Activity.
When you write out the entries, keep every line exactly as it appears.

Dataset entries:

####################

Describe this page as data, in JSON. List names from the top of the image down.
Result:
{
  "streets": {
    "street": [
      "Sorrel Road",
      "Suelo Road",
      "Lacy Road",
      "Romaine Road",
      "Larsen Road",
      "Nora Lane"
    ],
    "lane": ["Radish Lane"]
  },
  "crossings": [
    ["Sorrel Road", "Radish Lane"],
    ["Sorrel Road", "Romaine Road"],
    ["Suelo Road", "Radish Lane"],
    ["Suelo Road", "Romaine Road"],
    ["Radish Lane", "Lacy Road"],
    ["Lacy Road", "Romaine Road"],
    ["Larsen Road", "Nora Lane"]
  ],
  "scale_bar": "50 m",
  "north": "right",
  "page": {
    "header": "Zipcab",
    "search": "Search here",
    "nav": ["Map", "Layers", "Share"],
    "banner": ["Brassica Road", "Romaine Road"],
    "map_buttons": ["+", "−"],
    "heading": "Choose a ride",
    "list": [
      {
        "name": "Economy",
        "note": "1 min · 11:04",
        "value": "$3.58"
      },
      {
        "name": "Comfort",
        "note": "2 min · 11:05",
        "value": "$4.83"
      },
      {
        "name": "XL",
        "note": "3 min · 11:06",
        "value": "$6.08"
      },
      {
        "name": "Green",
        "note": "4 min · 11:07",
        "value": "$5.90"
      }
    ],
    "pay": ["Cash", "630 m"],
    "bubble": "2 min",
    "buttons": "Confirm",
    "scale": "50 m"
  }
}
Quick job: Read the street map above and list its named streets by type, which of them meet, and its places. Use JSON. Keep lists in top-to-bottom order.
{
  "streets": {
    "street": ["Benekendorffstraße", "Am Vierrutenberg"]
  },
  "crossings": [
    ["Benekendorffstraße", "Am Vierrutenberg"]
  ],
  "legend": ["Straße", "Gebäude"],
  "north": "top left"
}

####################

Result for this exercise.
Describe this page as data, in JSON. List names from the top of the image down.
Result:
{
  "streets": {
    "street": [
      "Sorrel Road",
      "Suelo Road",
      "Lacy Road",
      "Romaine Road",
      "Larsen Road",
      "Nora Lane"
    ],
    "lane": ["Radish Lane"]
  },
  "crossings": [
    ["Sorrel Road", "Radish Lane"],
    ["Sorrel Road", "Romaine Road"],
    ["Suelo Road", "Radish Lane"],
    ["Suelo Road", "Romaine Road"],
    ["Radish Lane", "Lacy Road"],
    ["Lacy Road", "Romaine Road"],
    ["Larsen Road", "Nora Lane"]
  ],
  "scale_bar": "50 m",
  "north": "right",
  "page": {
    "header": "Zipcab",
    "search": "Search here",
    "nav": ["Map", "Layers", "Share"],
    "banner": ["Brassica Road", "Romaine Road"],
    "map_buttons": ["+", "−"],
    "heading": "Choose a ride",
    "list": [
      {
        "name": "Economy",
        "note": "1 min · 11:04",
        "value": "$3.58"
      },
      {
        "name": "Comfort",
        "note": "2 min · 11:05",
        "value": "$4.83"
      },
      {
        "name": "XL",
        "note": "3 min · 11:06",
        "value": "$6.08"
      },
      {
        "name": "Green",
        "note": "4 min · 11:07",
        "value": "$5.90"
      }
    ],
    "pay": ["Cash", "630 m"],
    "bubble": "2 min",
    "buttons": "Confirm",
    "scale": "50 m"
  }
}
Quick job: Read the street map above and list its named streets by type, which of them meet, and its places. Use JSON. Keep lists in top-to-bottom order.
{
  "streets": {
    "street": ["Benekendorffstraße", "Am Vierrutenberg"]
  },
  "crossings": [
    ["Benekendorffstraße", "Am Vierrutenberg"]
  ],
  "legend": ["Straße", "Gebäude"],
  "north": "top left"
}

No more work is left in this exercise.